Top of RECORDS FOR THIS TASK

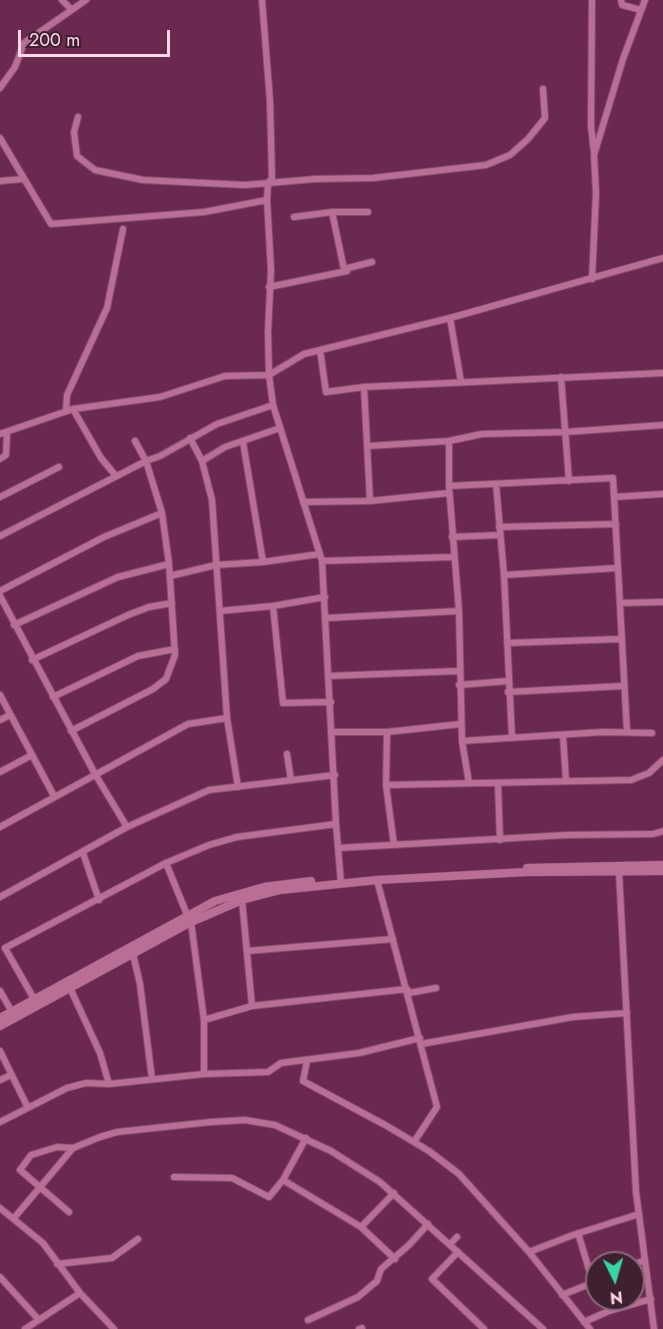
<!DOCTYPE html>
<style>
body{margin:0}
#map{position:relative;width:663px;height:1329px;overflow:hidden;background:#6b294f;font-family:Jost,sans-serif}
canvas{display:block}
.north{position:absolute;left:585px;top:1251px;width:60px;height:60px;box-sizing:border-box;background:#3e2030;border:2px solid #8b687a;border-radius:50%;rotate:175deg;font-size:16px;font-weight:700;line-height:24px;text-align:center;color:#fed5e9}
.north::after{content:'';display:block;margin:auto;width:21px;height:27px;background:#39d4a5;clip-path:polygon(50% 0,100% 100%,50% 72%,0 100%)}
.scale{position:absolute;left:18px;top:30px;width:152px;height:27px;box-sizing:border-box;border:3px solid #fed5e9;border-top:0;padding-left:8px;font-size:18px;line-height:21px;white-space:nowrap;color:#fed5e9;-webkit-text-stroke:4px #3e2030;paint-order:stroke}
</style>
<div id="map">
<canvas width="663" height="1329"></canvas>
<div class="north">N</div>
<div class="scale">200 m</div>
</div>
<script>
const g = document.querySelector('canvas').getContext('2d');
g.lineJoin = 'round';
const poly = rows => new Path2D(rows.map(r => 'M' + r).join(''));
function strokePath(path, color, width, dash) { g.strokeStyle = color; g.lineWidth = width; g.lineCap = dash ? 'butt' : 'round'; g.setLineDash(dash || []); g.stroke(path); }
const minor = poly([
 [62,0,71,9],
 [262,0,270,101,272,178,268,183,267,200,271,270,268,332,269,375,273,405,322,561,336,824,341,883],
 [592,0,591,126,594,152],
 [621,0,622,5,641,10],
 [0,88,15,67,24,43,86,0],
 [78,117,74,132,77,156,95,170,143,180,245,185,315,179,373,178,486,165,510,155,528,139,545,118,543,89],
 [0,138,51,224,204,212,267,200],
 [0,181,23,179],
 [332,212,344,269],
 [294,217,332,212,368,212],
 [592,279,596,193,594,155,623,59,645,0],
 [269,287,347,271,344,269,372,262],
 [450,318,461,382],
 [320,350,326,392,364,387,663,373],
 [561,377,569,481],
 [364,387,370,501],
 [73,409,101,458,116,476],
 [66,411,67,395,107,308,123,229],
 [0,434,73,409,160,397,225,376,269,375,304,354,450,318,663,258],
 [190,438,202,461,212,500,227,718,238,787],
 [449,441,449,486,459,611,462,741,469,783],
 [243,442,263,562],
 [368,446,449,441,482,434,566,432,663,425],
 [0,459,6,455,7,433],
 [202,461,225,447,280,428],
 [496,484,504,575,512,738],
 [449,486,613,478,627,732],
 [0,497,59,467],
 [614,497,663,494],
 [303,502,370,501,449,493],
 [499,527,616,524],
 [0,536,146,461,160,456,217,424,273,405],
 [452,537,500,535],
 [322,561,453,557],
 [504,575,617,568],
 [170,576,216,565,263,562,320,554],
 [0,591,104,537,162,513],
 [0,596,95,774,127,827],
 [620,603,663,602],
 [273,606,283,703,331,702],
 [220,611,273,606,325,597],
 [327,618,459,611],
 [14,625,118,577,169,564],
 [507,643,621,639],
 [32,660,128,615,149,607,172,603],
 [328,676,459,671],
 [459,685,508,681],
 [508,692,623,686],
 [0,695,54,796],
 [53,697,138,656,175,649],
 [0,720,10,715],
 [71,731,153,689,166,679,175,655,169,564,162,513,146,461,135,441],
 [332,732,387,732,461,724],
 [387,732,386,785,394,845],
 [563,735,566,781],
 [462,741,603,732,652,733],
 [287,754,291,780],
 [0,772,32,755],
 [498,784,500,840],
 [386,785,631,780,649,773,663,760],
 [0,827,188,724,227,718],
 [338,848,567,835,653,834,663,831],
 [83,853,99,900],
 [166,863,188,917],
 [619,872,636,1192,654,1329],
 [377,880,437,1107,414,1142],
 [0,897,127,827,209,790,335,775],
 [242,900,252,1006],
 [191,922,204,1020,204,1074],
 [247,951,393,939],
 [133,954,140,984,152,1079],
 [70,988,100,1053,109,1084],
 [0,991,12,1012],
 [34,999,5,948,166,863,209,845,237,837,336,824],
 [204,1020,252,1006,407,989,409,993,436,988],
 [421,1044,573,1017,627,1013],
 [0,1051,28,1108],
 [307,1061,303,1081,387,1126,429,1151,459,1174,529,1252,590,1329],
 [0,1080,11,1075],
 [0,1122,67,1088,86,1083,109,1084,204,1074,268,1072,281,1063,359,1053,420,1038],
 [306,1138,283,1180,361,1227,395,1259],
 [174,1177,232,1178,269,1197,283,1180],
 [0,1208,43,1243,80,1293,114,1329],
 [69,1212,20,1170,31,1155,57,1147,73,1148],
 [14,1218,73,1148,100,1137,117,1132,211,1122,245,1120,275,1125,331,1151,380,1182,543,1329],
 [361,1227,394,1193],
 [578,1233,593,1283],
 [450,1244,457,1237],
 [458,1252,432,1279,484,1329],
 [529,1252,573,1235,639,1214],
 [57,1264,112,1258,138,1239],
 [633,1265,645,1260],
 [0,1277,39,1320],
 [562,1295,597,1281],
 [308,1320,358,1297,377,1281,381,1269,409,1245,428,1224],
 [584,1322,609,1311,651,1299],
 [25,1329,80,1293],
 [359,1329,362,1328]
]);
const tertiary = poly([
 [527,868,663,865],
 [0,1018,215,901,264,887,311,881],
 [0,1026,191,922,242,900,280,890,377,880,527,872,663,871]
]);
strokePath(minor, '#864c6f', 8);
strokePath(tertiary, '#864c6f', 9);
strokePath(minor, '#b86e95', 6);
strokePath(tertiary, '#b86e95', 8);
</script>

Bottom of RECORDS FOR THIS TASK

• [YOUR ASSIGNMENT]: Find and copy each line of the listing above that holds the word "canvas".

• [RESPONSE FOR THIS EXERCISE]:
canvas{display:block}
<canvas width="663" height="1329"></canvas>
const g = document.querySelector('canvas').getContext('2d');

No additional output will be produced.